### REQUIRED WORK
Select, from the material below, each line with "سالن" in it.
*** Opening EXERCISE DATA ***
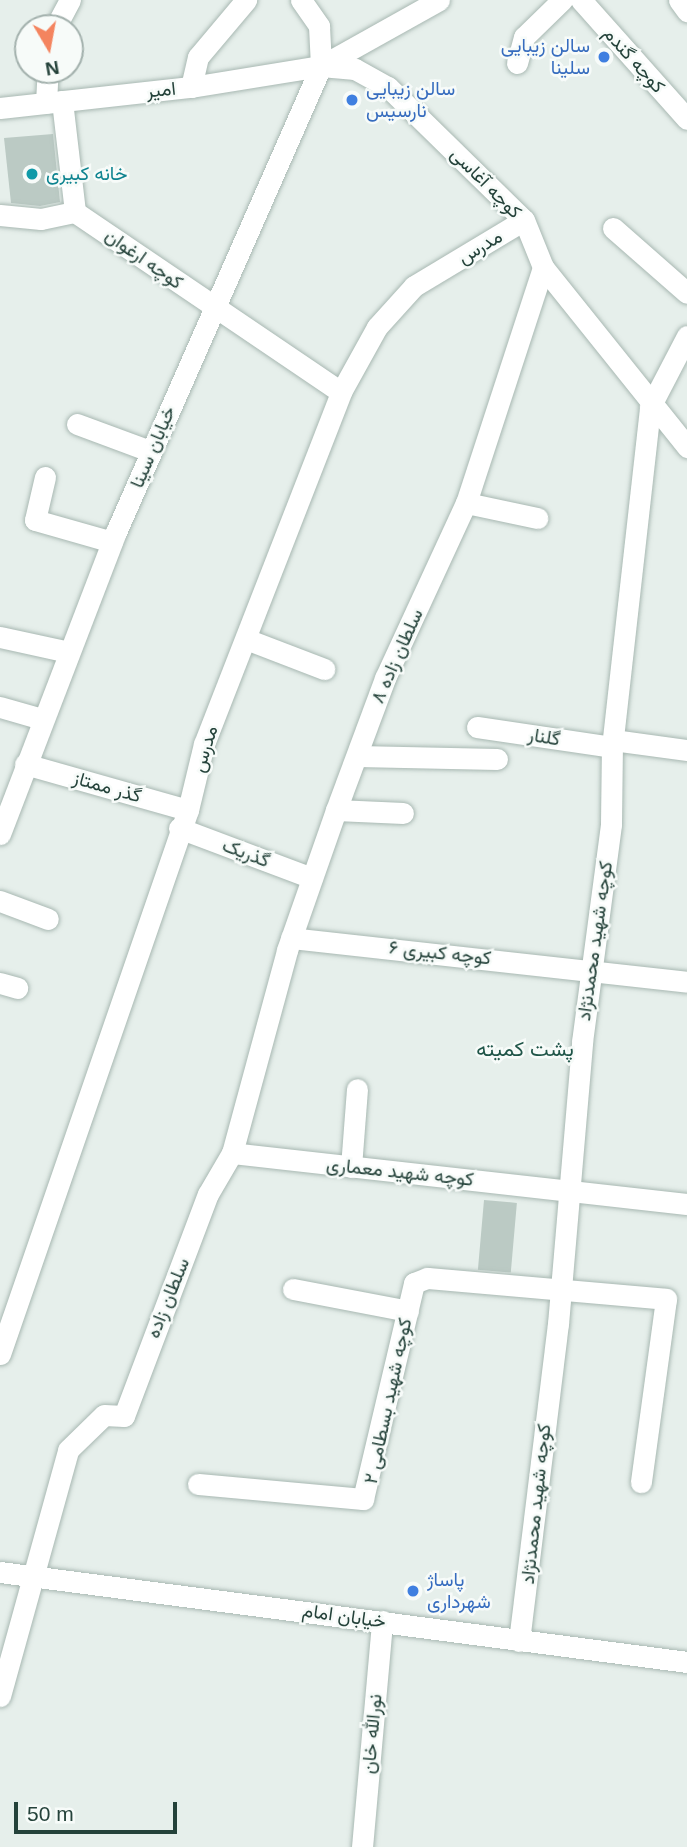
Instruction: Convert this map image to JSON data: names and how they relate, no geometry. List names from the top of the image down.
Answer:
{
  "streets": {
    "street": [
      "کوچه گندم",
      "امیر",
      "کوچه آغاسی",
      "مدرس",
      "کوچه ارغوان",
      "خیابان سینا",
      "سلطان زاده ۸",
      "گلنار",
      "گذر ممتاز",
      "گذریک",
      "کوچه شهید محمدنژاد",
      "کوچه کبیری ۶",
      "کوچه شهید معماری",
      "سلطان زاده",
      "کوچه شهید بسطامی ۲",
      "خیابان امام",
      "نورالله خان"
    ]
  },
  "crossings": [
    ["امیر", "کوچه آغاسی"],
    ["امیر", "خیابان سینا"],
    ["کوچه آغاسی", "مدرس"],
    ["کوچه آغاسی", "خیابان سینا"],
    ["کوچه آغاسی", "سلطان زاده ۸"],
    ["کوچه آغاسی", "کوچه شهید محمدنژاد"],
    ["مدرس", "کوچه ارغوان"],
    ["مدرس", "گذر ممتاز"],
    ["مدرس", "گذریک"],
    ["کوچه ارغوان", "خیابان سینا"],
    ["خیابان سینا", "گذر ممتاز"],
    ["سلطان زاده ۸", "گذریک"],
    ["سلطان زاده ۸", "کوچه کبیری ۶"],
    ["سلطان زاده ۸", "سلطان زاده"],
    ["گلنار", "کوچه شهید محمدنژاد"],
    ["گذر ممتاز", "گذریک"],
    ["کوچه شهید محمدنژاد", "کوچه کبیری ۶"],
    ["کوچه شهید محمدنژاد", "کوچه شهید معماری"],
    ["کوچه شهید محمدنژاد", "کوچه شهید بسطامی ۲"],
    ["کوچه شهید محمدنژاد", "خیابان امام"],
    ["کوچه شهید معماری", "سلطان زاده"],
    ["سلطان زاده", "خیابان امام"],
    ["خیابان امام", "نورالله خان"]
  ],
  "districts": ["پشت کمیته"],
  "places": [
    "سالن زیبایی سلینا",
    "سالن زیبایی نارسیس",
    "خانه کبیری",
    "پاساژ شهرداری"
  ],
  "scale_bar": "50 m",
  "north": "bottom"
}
*** Closing EXERCISE DATA ***
### OUTPUT OF THE TASK
    "سالن زیبایی سلینا",
    "سالن زیبایی نارسیس",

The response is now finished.